- [Try it]: The listing below must be repeated word for word, without its pictures.

======== Data ========

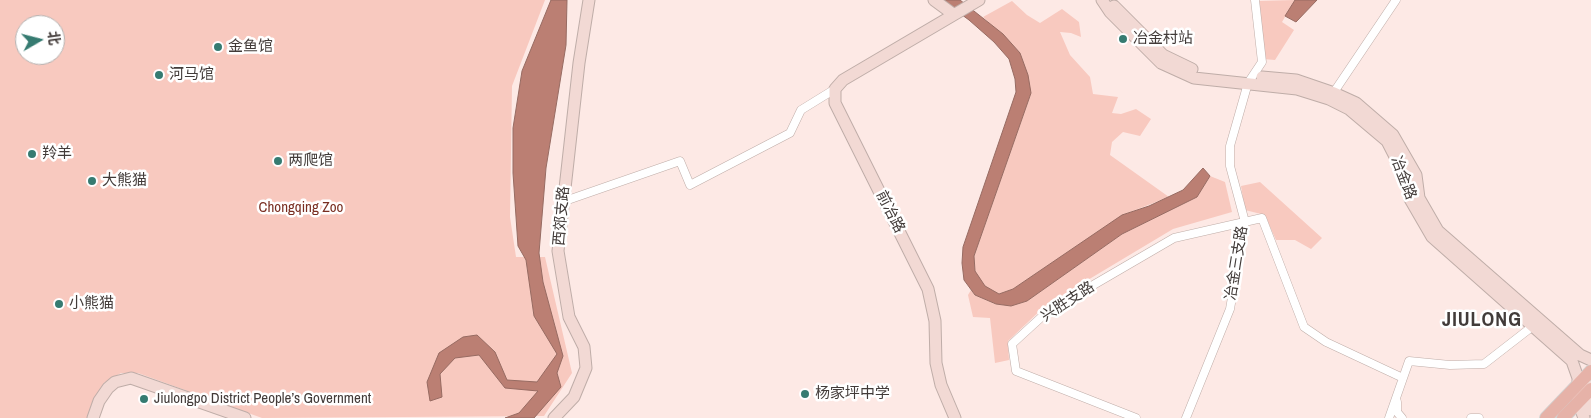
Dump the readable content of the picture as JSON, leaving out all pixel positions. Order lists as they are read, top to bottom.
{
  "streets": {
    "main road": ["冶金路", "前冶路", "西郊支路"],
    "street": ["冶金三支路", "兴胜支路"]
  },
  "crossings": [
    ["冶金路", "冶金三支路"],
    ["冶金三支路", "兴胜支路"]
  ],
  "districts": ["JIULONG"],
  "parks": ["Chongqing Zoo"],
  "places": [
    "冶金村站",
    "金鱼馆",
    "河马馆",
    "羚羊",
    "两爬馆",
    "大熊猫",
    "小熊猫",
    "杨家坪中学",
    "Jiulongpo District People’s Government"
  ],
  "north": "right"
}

========

- [Finished exercise]:
Dump the readable content of the picture as JSON, leaving out all pixel positions. Order lists as they are read, top to bottom.
{
  "streets": {
    "main road": ["冶金路", "前冶路", "西郊支路"],
    "street": ["冶金三支路", "兴胜支路"]
  },
  "crossings": [
    ["冶金路", "冶金三支路"],
    ["冶金三支路", "兴胜支路"]
  ],
  "districts": ["JIULONG"],
  "parks": ["Chongqing Zoo"],
  "places": [
    "冶金村站",
    "金鱼馆",
    "河马馆",
    "羚羊",
    "两爬馆",
    "大熊猫",
    "小熊猫",
    "杨家坪中学",
    "Jiulongpo District People’s Government"
  ],
  "north": "right"
}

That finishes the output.